» **Data for analysis**:
■ ■ ■ ■

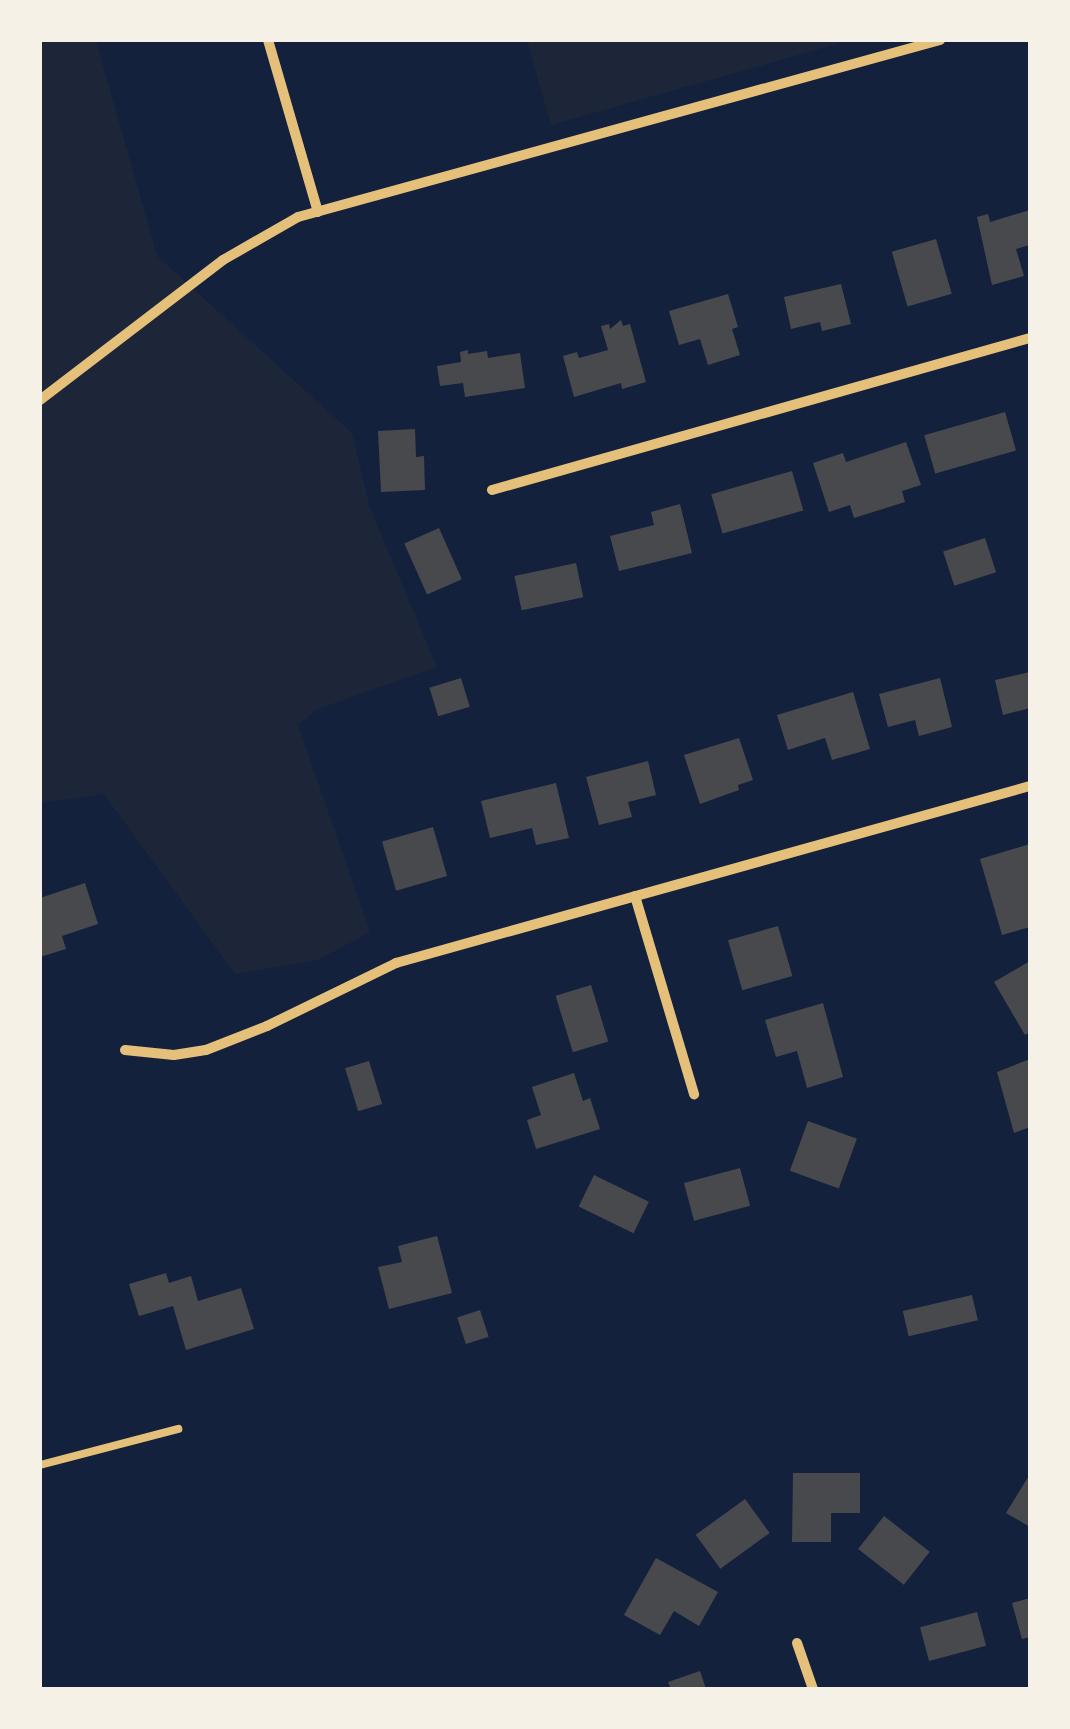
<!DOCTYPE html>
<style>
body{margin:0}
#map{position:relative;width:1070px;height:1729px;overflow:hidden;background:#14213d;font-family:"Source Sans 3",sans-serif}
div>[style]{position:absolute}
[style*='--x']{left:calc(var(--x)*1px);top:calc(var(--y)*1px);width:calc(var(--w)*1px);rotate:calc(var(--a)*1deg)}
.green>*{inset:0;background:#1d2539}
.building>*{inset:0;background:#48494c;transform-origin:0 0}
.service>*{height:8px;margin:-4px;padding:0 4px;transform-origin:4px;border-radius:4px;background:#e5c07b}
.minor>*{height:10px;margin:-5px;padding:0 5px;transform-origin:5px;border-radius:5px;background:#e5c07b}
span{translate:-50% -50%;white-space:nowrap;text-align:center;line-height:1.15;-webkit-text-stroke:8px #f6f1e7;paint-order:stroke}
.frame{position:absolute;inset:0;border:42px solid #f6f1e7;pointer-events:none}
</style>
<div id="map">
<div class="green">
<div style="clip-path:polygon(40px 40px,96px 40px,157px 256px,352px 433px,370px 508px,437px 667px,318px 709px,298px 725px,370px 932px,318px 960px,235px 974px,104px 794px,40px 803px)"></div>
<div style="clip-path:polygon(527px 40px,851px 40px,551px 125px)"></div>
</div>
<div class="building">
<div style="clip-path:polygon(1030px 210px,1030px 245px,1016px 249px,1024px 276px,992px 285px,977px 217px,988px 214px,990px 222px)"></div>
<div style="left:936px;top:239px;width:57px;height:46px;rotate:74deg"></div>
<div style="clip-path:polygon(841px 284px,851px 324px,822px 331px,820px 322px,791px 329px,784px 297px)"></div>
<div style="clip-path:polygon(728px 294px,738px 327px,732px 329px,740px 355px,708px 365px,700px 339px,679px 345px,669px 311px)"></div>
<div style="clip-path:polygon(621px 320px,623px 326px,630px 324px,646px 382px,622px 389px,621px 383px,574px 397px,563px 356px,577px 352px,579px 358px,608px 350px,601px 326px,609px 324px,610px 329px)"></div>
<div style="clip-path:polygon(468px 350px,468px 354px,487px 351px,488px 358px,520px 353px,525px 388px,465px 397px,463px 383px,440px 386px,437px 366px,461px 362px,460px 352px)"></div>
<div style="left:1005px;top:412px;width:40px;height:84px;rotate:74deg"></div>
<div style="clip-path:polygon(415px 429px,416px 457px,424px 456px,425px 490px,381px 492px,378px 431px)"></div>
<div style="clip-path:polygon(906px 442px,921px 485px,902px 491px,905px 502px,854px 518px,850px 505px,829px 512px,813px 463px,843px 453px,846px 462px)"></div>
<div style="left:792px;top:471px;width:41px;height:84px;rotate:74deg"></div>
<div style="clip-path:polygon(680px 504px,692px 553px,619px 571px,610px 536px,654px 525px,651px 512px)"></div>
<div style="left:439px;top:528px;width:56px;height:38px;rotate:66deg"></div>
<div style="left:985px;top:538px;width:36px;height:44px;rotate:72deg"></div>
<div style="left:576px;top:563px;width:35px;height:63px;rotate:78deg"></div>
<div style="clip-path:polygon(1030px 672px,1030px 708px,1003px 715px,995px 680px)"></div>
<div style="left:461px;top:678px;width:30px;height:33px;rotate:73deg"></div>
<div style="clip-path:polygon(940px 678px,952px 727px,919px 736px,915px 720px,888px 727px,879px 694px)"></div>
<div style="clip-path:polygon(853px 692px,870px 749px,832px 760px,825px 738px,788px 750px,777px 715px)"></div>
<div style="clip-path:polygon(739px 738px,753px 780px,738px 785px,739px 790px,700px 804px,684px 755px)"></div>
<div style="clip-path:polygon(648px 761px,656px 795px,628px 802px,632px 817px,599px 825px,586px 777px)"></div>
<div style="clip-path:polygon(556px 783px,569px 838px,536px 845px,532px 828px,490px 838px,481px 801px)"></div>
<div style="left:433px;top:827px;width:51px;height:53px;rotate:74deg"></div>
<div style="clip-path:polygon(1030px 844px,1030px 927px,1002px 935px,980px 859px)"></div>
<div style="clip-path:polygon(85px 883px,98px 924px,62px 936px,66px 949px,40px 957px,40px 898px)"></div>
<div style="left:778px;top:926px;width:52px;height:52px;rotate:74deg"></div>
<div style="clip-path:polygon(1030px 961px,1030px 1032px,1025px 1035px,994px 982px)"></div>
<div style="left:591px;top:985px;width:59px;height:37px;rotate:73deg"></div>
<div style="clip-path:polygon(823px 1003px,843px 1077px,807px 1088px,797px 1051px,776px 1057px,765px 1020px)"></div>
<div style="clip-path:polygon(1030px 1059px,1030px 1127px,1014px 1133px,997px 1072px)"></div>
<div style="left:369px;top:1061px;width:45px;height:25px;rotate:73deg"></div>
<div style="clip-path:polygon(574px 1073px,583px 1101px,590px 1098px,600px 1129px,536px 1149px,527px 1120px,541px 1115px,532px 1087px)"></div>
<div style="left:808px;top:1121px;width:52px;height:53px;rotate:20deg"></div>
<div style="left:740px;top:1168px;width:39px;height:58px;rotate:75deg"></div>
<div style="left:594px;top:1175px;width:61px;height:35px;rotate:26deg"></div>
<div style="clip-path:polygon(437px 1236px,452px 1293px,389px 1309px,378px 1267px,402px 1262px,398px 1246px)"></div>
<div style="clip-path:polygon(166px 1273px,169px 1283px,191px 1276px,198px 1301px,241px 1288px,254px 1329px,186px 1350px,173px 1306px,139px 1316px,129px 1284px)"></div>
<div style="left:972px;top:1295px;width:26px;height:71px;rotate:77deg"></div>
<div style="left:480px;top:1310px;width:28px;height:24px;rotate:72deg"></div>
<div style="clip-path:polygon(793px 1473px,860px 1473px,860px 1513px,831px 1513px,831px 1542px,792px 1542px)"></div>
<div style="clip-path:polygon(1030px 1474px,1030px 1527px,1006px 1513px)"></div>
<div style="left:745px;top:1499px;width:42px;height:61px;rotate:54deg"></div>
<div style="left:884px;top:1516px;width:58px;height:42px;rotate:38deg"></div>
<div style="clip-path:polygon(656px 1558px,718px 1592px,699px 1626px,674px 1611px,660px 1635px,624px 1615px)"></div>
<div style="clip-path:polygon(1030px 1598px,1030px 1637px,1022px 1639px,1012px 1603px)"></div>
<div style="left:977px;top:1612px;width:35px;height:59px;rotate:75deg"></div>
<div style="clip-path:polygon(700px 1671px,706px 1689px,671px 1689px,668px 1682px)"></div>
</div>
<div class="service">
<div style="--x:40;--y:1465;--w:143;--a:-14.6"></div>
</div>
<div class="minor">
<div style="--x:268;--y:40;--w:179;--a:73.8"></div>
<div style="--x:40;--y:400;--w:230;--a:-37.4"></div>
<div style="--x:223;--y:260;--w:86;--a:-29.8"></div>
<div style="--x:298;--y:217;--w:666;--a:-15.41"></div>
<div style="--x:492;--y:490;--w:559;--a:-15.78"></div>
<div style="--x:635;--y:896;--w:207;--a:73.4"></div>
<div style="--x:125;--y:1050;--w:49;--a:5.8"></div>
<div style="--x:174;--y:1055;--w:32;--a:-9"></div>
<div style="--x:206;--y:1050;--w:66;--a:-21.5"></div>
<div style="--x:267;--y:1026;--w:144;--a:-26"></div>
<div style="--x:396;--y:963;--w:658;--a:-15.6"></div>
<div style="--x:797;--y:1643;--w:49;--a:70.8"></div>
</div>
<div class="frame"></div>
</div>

■ ■ ■ ■

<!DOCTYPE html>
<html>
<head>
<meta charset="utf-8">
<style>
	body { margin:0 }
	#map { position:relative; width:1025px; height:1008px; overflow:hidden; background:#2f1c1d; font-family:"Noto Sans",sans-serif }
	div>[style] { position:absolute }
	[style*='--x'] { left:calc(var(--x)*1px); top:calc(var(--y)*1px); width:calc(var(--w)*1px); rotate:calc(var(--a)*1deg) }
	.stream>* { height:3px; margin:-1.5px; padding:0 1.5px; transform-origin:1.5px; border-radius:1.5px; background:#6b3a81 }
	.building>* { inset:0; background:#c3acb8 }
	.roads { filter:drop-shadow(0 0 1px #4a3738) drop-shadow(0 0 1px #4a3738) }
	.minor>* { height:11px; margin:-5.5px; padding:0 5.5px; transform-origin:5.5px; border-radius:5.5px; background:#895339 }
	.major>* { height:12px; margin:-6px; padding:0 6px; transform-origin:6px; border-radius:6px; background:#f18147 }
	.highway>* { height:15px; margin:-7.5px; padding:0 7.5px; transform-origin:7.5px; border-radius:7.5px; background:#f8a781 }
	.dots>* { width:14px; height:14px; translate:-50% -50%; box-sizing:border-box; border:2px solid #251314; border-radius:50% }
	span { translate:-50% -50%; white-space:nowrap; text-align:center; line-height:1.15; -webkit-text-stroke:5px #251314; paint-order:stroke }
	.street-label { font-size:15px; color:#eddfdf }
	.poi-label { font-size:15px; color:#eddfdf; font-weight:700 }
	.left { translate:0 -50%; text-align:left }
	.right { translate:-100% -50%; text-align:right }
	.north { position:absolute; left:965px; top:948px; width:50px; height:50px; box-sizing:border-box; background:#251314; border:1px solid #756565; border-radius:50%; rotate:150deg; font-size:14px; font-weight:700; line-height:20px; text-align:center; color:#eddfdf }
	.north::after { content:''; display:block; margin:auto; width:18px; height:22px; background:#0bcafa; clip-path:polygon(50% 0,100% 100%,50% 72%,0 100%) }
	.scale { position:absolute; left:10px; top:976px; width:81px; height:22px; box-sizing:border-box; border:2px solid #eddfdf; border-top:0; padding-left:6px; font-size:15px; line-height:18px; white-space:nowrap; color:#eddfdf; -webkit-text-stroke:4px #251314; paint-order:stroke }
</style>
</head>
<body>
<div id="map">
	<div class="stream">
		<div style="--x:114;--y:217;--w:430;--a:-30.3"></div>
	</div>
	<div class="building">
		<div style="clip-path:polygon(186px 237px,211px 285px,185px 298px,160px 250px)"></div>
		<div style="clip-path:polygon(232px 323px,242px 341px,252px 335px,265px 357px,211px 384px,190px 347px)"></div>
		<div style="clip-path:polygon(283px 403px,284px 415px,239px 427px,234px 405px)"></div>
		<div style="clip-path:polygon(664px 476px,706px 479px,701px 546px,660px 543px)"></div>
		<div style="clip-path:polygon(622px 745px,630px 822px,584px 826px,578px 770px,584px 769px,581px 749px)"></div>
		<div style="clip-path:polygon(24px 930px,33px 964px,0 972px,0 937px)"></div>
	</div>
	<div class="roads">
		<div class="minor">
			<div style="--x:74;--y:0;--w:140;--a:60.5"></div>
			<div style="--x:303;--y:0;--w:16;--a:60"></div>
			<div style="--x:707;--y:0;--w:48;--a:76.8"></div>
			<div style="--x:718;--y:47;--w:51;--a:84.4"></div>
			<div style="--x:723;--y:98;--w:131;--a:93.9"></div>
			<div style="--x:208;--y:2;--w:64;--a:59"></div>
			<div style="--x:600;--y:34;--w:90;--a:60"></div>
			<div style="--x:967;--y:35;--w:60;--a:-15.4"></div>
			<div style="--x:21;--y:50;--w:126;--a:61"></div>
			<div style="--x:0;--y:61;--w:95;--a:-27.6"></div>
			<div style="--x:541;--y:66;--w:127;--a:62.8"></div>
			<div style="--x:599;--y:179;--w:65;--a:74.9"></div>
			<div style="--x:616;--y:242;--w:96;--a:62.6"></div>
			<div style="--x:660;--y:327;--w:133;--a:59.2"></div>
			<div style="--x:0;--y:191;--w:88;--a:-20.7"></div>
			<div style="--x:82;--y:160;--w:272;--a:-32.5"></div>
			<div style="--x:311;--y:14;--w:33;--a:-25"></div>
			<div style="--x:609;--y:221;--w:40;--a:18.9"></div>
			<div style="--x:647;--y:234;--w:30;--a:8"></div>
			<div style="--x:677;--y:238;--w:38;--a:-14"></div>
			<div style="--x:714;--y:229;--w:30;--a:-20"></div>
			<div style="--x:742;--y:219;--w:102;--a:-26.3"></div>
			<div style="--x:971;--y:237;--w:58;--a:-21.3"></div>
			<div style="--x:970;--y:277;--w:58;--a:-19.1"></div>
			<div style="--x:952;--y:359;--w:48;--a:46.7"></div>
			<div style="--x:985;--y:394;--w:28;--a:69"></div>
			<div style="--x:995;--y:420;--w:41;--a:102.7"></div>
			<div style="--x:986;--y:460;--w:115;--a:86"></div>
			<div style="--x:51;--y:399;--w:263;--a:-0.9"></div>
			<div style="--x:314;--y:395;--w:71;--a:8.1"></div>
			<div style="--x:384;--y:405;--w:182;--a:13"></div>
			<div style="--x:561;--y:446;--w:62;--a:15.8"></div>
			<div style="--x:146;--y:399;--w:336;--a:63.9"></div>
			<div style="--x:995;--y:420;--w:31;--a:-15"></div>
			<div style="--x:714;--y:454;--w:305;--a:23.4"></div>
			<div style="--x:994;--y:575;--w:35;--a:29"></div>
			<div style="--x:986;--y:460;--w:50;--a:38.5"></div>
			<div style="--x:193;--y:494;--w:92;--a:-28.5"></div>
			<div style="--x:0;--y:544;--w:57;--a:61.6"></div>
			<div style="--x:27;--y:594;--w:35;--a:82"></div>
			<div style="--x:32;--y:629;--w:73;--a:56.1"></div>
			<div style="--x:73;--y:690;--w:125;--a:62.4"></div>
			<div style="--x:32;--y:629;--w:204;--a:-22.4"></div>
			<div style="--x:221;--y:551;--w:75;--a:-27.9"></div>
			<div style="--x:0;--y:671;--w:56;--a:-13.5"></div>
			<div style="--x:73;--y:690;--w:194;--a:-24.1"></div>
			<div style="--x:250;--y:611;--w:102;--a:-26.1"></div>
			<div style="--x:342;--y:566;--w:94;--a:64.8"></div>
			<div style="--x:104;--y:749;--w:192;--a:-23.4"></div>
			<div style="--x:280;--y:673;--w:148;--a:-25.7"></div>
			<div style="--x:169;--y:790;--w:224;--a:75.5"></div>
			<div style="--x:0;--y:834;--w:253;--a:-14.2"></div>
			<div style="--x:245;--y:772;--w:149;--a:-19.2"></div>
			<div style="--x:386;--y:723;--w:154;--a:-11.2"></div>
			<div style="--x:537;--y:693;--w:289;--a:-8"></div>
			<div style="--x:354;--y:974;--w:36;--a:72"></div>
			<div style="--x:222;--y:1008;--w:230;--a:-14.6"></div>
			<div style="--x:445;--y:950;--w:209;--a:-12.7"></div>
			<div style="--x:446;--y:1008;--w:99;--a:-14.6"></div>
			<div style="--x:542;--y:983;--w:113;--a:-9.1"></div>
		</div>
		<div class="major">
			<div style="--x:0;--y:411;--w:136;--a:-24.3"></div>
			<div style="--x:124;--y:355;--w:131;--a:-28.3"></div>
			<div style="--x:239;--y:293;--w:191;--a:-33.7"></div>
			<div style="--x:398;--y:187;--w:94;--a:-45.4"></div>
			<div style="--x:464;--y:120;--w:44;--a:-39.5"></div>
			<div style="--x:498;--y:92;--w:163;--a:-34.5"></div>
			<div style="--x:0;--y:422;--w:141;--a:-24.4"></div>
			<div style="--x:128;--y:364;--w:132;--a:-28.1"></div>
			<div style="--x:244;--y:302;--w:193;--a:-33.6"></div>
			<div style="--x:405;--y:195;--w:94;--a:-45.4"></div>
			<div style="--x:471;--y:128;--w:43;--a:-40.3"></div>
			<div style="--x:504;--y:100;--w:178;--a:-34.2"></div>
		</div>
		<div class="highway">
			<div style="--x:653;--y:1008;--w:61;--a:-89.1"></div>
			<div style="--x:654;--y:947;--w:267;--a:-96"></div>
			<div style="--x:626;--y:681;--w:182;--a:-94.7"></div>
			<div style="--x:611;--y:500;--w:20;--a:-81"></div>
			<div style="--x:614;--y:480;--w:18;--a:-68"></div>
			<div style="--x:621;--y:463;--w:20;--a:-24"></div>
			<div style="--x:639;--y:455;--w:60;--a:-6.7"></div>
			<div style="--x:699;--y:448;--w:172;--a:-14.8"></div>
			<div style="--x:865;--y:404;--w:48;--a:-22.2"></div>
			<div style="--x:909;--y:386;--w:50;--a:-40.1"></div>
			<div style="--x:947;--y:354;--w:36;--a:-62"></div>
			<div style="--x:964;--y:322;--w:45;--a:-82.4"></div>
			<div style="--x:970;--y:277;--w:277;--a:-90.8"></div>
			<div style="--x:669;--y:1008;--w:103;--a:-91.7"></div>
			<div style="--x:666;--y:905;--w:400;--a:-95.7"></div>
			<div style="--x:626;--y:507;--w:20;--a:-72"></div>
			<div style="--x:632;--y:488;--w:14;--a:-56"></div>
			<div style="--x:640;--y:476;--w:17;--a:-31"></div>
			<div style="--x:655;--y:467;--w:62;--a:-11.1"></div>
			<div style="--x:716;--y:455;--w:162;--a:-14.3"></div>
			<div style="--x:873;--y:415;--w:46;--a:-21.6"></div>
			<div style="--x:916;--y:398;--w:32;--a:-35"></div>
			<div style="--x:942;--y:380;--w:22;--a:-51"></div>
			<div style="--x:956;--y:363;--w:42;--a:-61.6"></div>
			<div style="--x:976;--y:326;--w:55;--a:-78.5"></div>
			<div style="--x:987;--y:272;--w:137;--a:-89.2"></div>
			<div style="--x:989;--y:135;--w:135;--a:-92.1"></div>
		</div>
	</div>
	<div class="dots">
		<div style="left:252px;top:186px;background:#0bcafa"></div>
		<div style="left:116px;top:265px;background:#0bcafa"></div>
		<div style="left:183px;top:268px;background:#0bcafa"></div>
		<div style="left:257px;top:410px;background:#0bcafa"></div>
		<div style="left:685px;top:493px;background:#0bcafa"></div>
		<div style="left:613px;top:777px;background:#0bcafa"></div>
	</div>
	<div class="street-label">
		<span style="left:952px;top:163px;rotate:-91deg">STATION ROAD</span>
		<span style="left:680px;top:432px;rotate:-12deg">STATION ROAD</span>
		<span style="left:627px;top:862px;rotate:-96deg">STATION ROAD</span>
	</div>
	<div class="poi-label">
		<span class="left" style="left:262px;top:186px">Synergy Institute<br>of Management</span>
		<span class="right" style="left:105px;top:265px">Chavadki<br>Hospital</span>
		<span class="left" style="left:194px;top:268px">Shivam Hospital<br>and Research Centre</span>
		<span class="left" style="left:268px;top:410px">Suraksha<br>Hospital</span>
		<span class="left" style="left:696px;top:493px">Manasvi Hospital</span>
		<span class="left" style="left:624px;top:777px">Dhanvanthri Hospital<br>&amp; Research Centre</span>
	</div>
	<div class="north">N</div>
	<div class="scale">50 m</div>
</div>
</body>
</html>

■ ■ ■ ■

» **Task objective**:
All lines above in which the word "stream" occurs should be identified and copied.

» **Completed task**:
	.stream>* { height:3px; margin:-1.5px; padding:0 1.5px; transform-origin:1.5px; border-radius:1.5px; background:#6b3a81 }
	<div class="stream">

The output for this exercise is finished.